Perche' sono ebrei, e perche' Israele e' uno stato ebraico.
Si tratta del ben noto concetto di "colpa collettiva" noto agli storici e ai sociologi che si occupano di razzismo.
Si tratta di addossare i crimini e gli errori di un singolo o di un governo, all'intera etnia - ma anche fede religiosa o politica - a cui appartiene quel singolo o quel governo.
Senza appello e senza possibilita' di condannare o di prendere le distanze dalle azioni di quel singolo o di quel governo, da parte degli "imputati" di quella etnia, religione o fede politica.
Colpevole esclusivamente perche' ebreo, arabo, negro, cristiano, mussulmano, democratico, comunista o monarchico.
In virtu' di questa rivoltante forma di razzismo - forse la piu' diffusa - quando un nero stuprava una donna bianca in Alabama, partivano i raid del Klu Klux Klan per impiccare qualunque nero a portata di mano.
In virtu' di questa rivoltante forma di razzismo sono stati mandati sulla sedia elettrica Sacco e Vanzetti, perche' italiani.
In virtu' di questa rivoltante forma di razzismo, tutti i rumeni sono stupratori, e tutti i mussulmani, terroristi o barbari medievali che picchiano le donne o sgozzano la figlia quando la colgono in compagnia di un non mussulmano.
Ora: se dovessimo applicare la logica degli Opliti del Bene e dei diritti umani che a Roma hanno gridato "assassini" a ebrei italiani che con le azioni dell'esercito israeliano non c'entrano nulla, il 7 luglio del 2005, a Londra, dopo l'attentato kamikaze di tre giovani mussulmani che provoco' 52 morti nella metropolitana, si sarebbero dovuti scatenare pogrom anti-islamici e ogni cittadino britannico non mussulmano avrebbe dovuto avere una implicita "licenza di uccidere" ogni mussulmano che incontrava.

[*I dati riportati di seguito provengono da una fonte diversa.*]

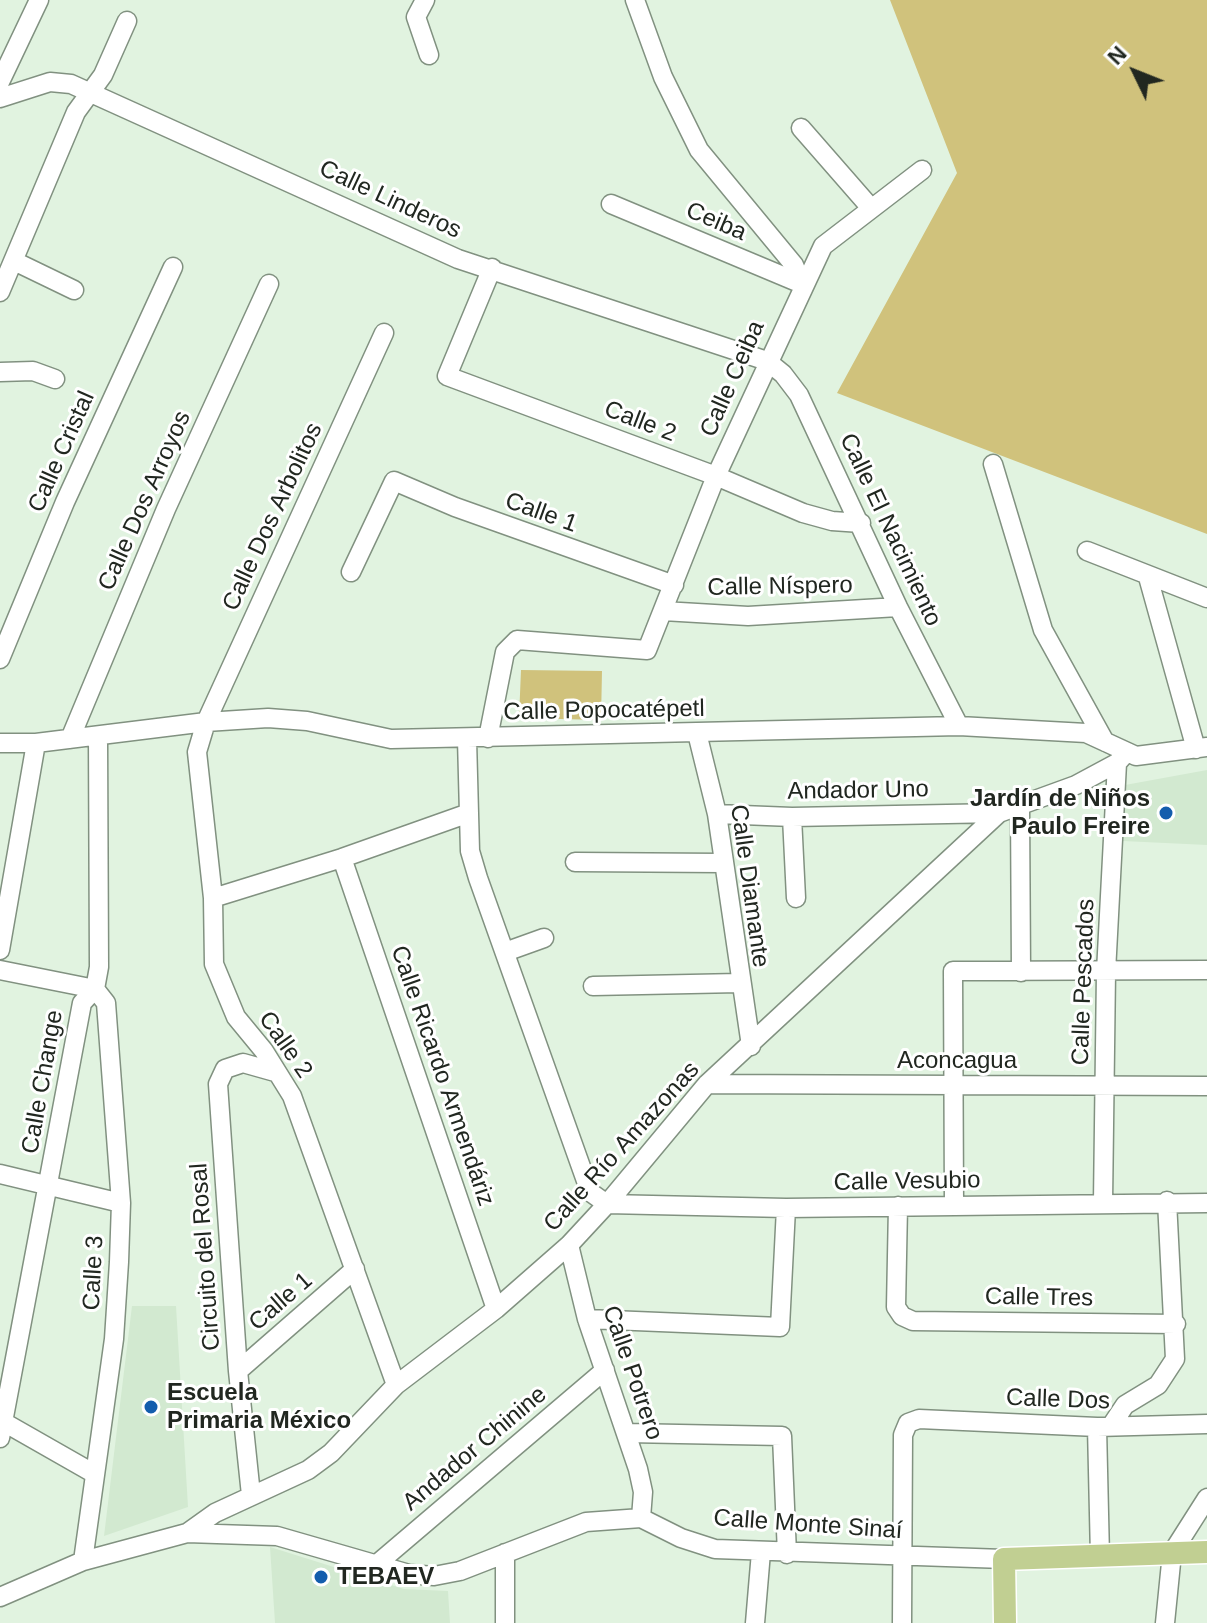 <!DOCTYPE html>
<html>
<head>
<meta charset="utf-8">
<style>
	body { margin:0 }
	#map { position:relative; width:1207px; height:1623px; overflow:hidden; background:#e1f3e0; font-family:Arial,sans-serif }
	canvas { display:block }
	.north { position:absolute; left:1095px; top:32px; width:80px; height:80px; -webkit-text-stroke:6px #fff; paint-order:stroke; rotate:313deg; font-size:22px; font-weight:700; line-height:32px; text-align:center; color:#212720 }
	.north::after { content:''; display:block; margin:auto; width:28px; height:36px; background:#212720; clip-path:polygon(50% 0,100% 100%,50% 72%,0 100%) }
</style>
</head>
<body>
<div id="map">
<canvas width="1207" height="1623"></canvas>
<div class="north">N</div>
</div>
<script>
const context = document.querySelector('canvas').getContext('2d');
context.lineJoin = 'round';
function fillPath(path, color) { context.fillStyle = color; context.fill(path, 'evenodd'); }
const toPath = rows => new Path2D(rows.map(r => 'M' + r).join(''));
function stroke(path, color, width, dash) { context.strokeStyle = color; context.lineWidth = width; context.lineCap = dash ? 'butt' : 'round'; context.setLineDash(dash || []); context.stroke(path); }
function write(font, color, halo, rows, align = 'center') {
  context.font = font + ' Arial,sans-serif'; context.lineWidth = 6; context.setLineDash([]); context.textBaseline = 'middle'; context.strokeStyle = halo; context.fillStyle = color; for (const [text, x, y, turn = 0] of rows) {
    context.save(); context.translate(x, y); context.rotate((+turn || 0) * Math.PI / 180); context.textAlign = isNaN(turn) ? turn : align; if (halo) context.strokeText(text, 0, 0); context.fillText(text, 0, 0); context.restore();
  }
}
fillPath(toPath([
	[1207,770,1207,845,1123,841,1125,785],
	[132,1306,176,1306,188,1507,104,1536],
	[270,1547,404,1589,448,1591,450,1623,275,1623]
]), '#d2e9d0');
fillPath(toPath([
	[890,0,1207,0,1207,534,837,393,957,173],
	[521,670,602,671,601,720,519,718]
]), '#d0c27c');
const minor = toPath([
	[425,0,416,17,429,55],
	[635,0,663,77,699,150,794,265,802,284],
	[0,82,39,0],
	[0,98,50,82,71,84,458,259,767,361,783,374,799,395,898,607,959,726],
	[801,128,870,207],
	[611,204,802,284],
	[14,261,74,290],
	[492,268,447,376,716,476,803,513,832,521,861,523],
	[0,292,76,112,103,75,127,21],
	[384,333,206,722,197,752,213,898,214,964,236,1017,264,1051,292,1096,396,1385],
	[0,372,33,371,55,379],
	[993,464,1043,630,1105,742],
	[1087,551,1207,598],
	[351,572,394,481,455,507,674,585],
	[1148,577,1196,749],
	[663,611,748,616,898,607],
	[0,659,65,502,173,267],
	[697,733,717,814,751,1046],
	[488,738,505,652,517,640,647,650,716,476,823,246,922,170],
	[70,739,166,509,269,284],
	[467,739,470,851,478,878,590,1192,607,1204,786,1208,1207,1203],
	[0,743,36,743,206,722,268,718,307,721,391,739,959,726,1086,733,1136,756,1207,747],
	[1020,805,1021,972],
	[717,814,792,817,999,813],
	[792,817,796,898],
	[342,858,496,1309],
	[575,862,722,863],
	[213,898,342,858,469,813],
	[0,950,36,743],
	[505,952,544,938],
	[0,970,95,989,106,1003,121,1203,119,1262,114,1339,83,1561],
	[593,986,739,983],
	[707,1084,1207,1086],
	[0,1174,121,1203],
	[1103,1202,1106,972,1117,763],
	[898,1206,896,1307,902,1316,913,1321,1176,1324],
	[954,1206,953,971,1207,970],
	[569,1245,587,1319,638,1469,643,1492,641,1518],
	[587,1319,780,1327,786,1208],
	[238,1371,355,1269],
	[0,1420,93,1473],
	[1111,1426,1125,1405,1158,1385,1175,1359,1167,1201],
	[1097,1427,1100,1557],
	[628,1433,782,1436,787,1554],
	[0,1438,82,1003,95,989,99,967,98,736],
	[251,1495,238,1371,218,1084,225,1069,243,1063,275,1072],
	[187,1533,277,1536,409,1574,434,1576,460,1571,586,1522,641,1518,681,1538,715,1549,1004,1559],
	[505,1553,505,1623],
	[377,1564,605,1370],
	[0,1597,83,1561,187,1533,215,1513,308,1470,331,1453,396,1385,496,1309,569,1245,607,1204,707,1084,999,813,1076,785,1117,763,1126,753],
	[755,1623,761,1552],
	[902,1623,903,1435,908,1423,919,1419,1097,1427,1207,1424],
	[1165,1623,1172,1553,1207,1498]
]);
const major = toPath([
	[1005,1623,1004,1559,1207,1552]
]);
stroke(minor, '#819180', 21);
stroke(major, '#fff', 25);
stroke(minor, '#fff', 18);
stroke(major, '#c1cf92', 22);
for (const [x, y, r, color] of [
	[1166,813,8,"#135dad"],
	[151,1407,8,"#135dad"],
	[321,1577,8,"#135dad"]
]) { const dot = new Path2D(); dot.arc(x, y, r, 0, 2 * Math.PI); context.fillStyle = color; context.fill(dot); stroke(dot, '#fff', 3); }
write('24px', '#212720', '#fff', [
	["Calle Linderos",390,200,25],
	["Ceiba",716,222,23],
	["Calle Ceiba",733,379,-66],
	["Calle 2",640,422,21],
	["Calle Cristal",62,452,-66],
	["Calle Dos Arroyos",145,501,-66],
	["Calle 1",541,513,20],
	["Calle Dos Arbolitos",273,517,-65],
	["Calle El Nacimiento",890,530,65],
	["Calle Níspero",780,587,-1],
	["Calle Popocatépetl",604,711,-1],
	["Andador Uno",858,791,-1],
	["Calle Diamante",749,886,82],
	["Calle Pescados",1084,982,-88],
	["Calle 2",285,1045,55],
	["Aconcagua",957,1061],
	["Calle Ricardo Armendáriz",442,1076,71],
	["Calle Change",43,1082,-80],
	["Calle Río Amazonas",622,1147,-48],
	["Calle Vesubio",907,1182,-1],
	["Circuito del Rosal",206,1257,-94],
	["Calle 3",94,1273,-87],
	["Calle Tres",1039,1298,1],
	["Calle 1",281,1302,-41],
	["Calle Potrero",632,1373,71],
	["Calle Dos",1058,1400,2],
	["Andador Chinine",475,1449,-40],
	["Calle Monte Sinaí",808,1525,4]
]);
write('bold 24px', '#212720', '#fff', [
	["Jardín de Niños",1150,799,"right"],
	["Paulo Freire",1150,827,"right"],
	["Escuela",167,1393],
	["Primaria México",167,1421],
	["TEBAEV",337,1577]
], 'left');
</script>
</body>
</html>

Non importa che i tre fossero tre pirla isolati, e che la stragrande maggioranza di mussulmani inglesi sia gente normale che vuole solo praticare la propria fede e vivere tranquilla.
In virtu' della "colpa collettiva" e della logica razzista degli Opliti del Bene che oggi fa gridare "assassini" a qualunque ebreo a portata di mano, se quel 7 luglio 2005 a Londra eri mussulmano, eri un assassino.
Pensate se al prossimo attentato kamikaze in qualche parte del mondo pubblicassi un post dal titolo: "Mussulmani Terroristi Vigliacchi".
Cosa pensereste?
E invece oggi li vedi, i "raddrizzatori di torti", sui loro blog, scrivere post in cui spiegano che e' ingiusto dare dell'antisemita a chi critica Israele (e in effetti lo e') e che questi gesti criminali (e in effetti lo sono) devono essere condannati.
Tutte belle parole e grandi costrutti e costruzioni morali, la cui facciata e' eticamente, e moralmente ineccepibile.
Ma poi, quando oltrepassi quella splendida facciata di cartongesso etico, e vai sui commenti dei blog molto intelligggenti e progressisti di oggi pomeriggio, e' tutto un darsi pacche sulla spalla, e farsi pompini a colpi di: "ebrei assassini", "nuclearizziamo Israele", " Israele e' uno stato nazista", etc etc.
Come sempre accade a una certa sinistra, quando gratti la patina di sottile ipocrisia fatta di cccultura e grandi ideali, viene fuori Chtuhlu che invoca stragi, sangue, rivoluzioni, bombe atomiche e pulizie etniche per chi non e' conforme ai suoi canoni politici.
Ergo, tutti gli ebrei sono assassini.
Agli ebrei non e' concesso fare come fanno i commentatori di sinistra su London Alcatraz, che quando critichi qualcuno a sinistra che commette qualcosa di indifendibile, srotolano la solita lista sdegnata di lagne e distinguo:
"Non siamo tutti cosi' a sinistra", oppure il classico: "Tizio, Caio e Sempronio non mi rappresentano, non sono la sinistra che dico io"... o anche l'intramontabile: " Smettila di usare quel 'voi' Yoss, non cercare di associarmi ad azioni che non condivido, e a posizioni che non mi appartengono".
Per gli ebrei, questo non vale, ma per loro che sono i "buoni" per definizione, si'.
Mi si chiede sempre di non fare di tutta l'erba un fascio quando parlo della sinistra, e io accetto la critica e il suggerimento volentieri, perche' trovo sia giusto, e cerco quando posso di fare i necessari distinguo quando parlo della sinistra.
Ma oggi cosa devo pensare, quando solo per il fatto di essere ebrei, a Roma si grida "assassino'"a persone che non hanno commesso alcun crimine, tranne quello di essere ebrei, e che con quello che e' accaduto al largo di Gaza non c'entrano niente?